Nomura's Ashley Laments Brexit Danger as He Faces European Slump
(Bloomberg) -- Steve Ashley, charged with turning around a slump at Nomura Holdings Inc.’s investment bank, faces one of his biggest challenges thousands of miles away from Japan.
Britain’s exit from the European Union threatens to create “two centers” for financial products on the continent, Ashley, head of wholesale and global markets at Nomura, said Monday in an interview with Bloomberg Television.

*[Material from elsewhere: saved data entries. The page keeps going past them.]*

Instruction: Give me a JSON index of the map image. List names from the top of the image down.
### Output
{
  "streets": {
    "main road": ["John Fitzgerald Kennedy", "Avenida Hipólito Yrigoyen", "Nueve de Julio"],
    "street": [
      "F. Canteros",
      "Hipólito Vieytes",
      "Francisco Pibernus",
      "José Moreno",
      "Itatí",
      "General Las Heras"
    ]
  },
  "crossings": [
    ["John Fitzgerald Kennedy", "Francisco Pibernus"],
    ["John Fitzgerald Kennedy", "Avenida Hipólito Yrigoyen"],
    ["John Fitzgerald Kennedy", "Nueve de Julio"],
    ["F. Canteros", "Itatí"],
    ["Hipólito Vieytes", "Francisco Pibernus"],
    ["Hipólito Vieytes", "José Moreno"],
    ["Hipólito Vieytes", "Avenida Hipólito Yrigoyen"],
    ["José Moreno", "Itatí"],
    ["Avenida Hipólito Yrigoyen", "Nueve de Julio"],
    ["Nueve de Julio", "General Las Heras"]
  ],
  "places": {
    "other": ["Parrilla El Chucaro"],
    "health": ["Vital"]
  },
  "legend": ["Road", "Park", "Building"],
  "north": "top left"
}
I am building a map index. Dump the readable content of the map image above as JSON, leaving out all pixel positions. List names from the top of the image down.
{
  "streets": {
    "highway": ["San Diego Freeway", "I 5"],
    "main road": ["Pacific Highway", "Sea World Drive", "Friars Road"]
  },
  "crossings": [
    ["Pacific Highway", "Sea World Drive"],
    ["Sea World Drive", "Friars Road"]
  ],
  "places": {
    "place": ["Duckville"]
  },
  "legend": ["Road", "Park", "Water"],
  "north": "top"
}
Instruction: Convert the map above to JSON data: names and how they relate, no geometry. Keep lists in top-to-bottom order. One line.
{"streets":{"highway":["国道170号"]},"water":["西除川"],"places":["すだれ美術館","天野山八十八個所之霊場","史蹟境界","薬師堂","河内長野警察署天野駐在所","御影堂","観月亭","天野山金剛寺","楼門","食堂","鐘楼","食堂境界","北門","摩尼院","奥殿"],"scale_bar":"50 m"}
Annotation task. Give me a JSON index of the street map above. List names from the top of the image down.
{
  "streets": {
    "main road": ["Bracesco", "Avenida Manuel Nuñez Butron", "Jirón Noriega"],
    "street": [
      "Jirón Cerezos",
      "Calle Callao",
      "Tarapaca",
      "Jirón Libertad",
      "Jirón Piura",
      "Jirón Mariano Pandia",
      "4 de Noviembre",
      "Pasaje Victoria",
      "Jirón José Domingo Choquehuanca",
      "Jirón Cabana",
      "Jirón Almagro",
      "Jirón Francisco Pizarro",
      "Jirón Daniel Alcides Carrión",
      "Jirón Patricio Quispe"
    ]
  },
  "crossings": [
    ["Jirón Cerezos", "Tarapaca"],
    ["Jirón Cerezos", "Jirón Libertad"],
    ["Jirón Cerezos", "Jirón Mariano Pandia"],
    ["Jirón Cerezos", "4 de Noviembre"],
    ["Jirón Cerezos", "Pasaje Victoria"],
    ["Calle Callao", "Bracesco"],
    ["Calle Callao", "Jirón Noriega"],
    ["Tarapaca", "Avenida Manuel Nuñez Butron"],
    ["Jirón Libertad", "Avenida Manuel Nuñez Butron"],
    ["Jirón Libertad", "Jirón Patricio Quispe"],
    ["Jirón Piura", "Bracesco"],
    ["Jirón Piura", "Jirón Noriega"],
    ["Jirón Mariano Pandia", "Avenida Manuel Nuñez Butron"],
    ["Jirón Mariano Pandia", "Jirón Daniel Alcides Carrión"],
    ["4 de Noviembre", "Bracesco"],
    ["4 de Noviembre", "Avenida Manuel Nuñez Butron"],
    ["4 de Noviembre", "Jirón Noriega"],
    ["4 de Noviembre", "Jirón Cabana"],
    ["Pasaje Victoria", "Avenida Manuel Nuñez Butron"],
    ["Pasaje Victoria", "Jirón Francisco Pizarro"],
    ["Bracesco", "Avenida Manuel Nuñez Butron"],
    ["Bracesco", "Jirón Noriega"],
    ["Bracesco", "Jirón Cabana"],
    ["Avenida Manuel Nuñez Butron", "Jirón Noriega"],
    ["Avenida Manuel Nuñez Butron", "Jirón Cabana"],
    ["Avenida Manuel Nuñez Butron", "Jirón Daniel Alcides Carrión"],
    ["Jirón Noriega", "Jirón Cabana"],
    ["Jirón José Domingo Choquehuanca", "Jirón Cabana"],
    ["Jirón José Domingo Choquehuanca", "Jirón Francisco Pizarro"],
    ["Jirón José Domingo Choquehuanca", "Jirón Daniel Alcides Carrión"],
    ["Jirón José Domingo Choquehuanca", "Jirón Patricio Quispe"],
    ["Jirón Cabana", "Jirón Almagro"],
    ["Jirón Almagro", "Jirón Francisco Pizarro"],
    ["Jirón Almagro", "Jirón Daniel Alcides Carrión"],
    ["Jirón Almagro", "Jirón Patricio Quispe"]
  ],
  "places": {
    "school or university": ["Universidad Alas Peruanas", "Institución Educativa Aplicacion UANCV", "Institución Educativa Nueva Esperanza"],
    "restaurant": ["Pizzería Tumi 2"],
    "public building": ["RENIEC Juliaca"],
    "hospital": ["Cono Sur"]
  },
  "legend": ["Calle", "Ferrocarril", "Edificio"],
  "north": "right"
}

This will add to banks’ costs and complexity of operations, threatening those that are already struggling to turn a profit.
“That’s a great concern of ours,” said Ashley. “Equally, the cost for not just ourselves but for every single European bank to have separate pools for capital and funding is actually very dangerous for many banks that are not in great financial health.”
Ashley, an eight-year veteran at Nomura, is trying to arrest a slump at one of the world’s biggest investment banks, particularly a European subsidiary that has struggled ever since it bought operations from Lehman Brothers Holdings Inc. in 2008. His challenge has been compounded by Brexit, which is forcing banks to create new subsidiaries on the continent and pushing some of the market’s plumbing away from London as well.
Nomura will move 50 to 100 people to Frankfurt and elsewhere on the continent after the U.K. leaves the EU, mirroring moves announced by rivals including BNP Paribas SA, Ashley said. Yet the lender will still have to contend with the dislocation of Europe’s financial infrastructure, he said.
Ashley’s concerns follow the decision by CME Group Inc. to shift its $240-billion-a-day market for European short-term financing, the biggest in the region, from the U.K. capital to Amsterdam to avoid disruption. Another crucial London business under scrutiny is the so-called clearing of euro-denominated derivatives, which could trigger higher costs for banks if parts of it were moved to the continent. The biggest U.S. banks, meanwhile, are planning to shift about 250 billion euros ($283 billion) of balance-sheet assets to Frankfurt because of Brexit, Bloomberg reported Nov. 11.
“The city of London has always had the ability to adapt, evolve and survive so in that sense I’m not concerned,” said Ashley, who is based in the U.K. capital. “What I am concerned about is there essentially being two centers of liquidity” for euro-denominated products -- one in London and another on the continent, he said.
Nomura’s European business has lost money in four out of the past five quarters. While it has had to grapple with regulatory costs and negative interest rates along with Brexit, the unit has also faced internal problems such as management tumult, a failure to build up a base of long-term clients and an overreliance on risky trades, Bloomberg reported last month.
Ashley cut about 50 jobs in London earlier this year, including many of his most senior traders and managers. Chief Financial Officer Takumi Kitamura told reporters Oct. 31 that he intends to bring the European unit to “an appropriate size” and “achieve a balance in terms of manpower, resources and capital.”